[cairo] [PATCH] Fixes for ARM features runtime autodetection support

Wed Jul 1 04:44:00 PDT 2009

On Mon, 2009-06-29 at 11:25 +0300, Siarhei Siamashka wrote:
> On Monday 29 June 2009, Jonathan Morton wrote:
> > > More serious is a problem with the newly added functions
> > > fbCompositeSolid_nx0565neon and fbCompositeOver_8888x0565neon.
> > > They are quite broken. And (not a) surprise - this breakage
> > > can be easily spotted by all the same 'scaling-test' program.
> >
> > Okay, I'll try to reproduce that and see what I can do about it.
> 
> Thanks.
> 
> Just running 'test/scaling-test' should survive and produce the same crc32
> value as on x86 (or as with neon optimizations disabled).

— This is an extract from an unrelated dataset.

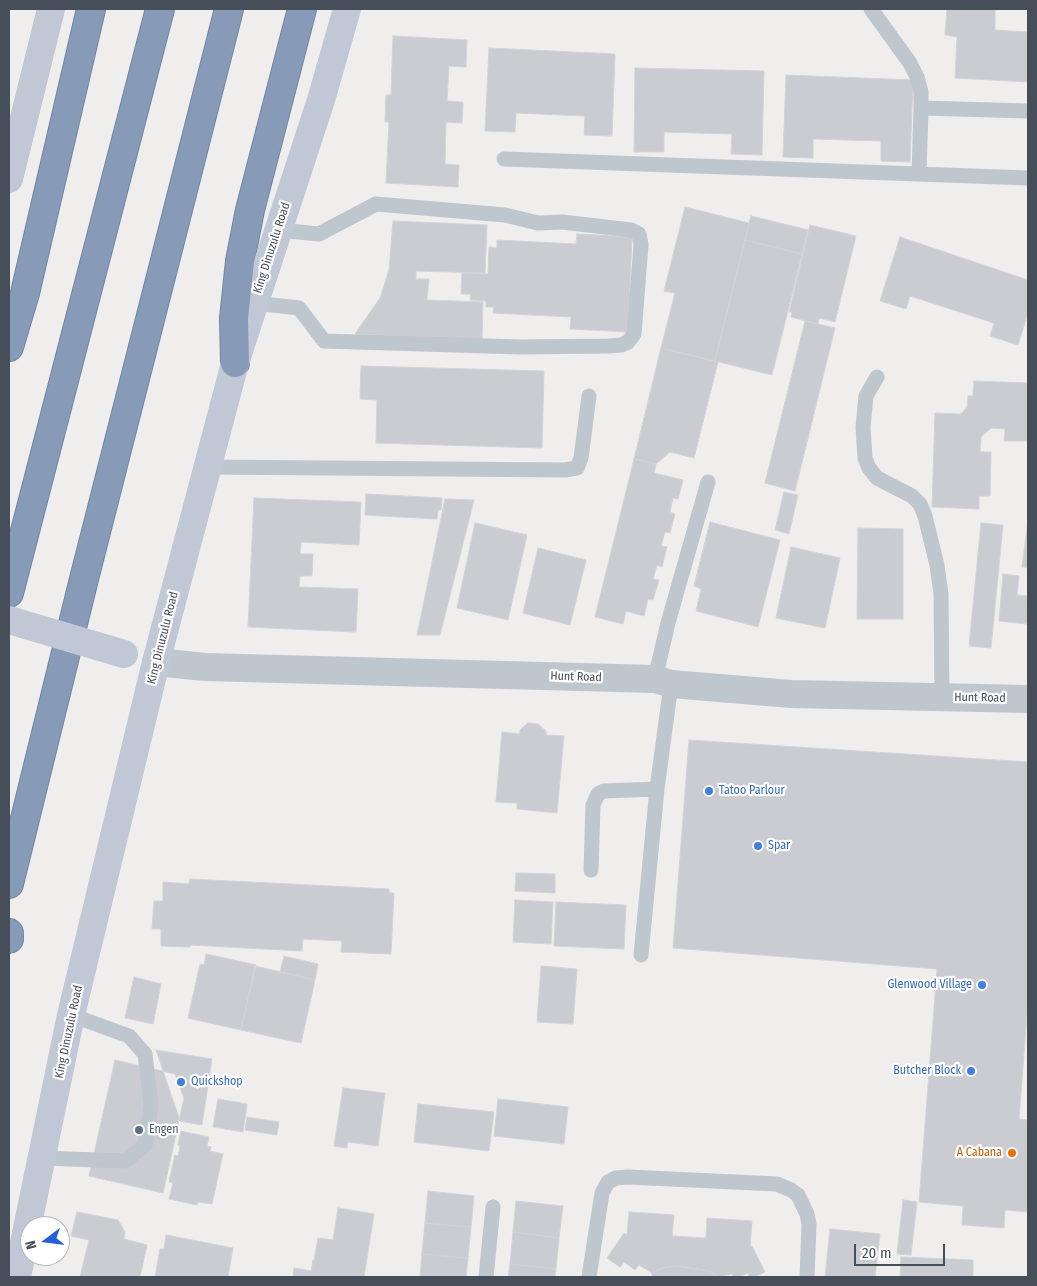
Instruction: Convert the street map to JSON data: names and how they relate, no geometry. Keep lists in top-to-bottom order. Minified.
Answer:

To catch memory
> errors easier in gdb, malloc can be replaced by allocations using mmap,
> allocating buffers on the right "edge", so that accessing any data outside
> buffer would immediately crash.
> 
> Problems seem to be related to wrongly assuming that moving to the next pixel
> line would not change 16 byte alignment, but destination stride is only
> required to be 4 bytes aligned.

I think I see what you mean.  Our internal test cases used framebuffers
as the target, which limited the destination strides exercised.  In
these cases, it was sufficient to align the reads to 16 bytes on the
first scanline, and ensure that writes were precise.

The scaling test uses small, oddly-shaped pixmaps as targets.  This
means that 16-byte alignment of reads on the first scanline is not
sufficient, since the alignment may be different on subsequent (and
especially the last) scanlines.

The additional constraint of keeping the read strictly within the
scanline is required to fix this, and I'm working on that now.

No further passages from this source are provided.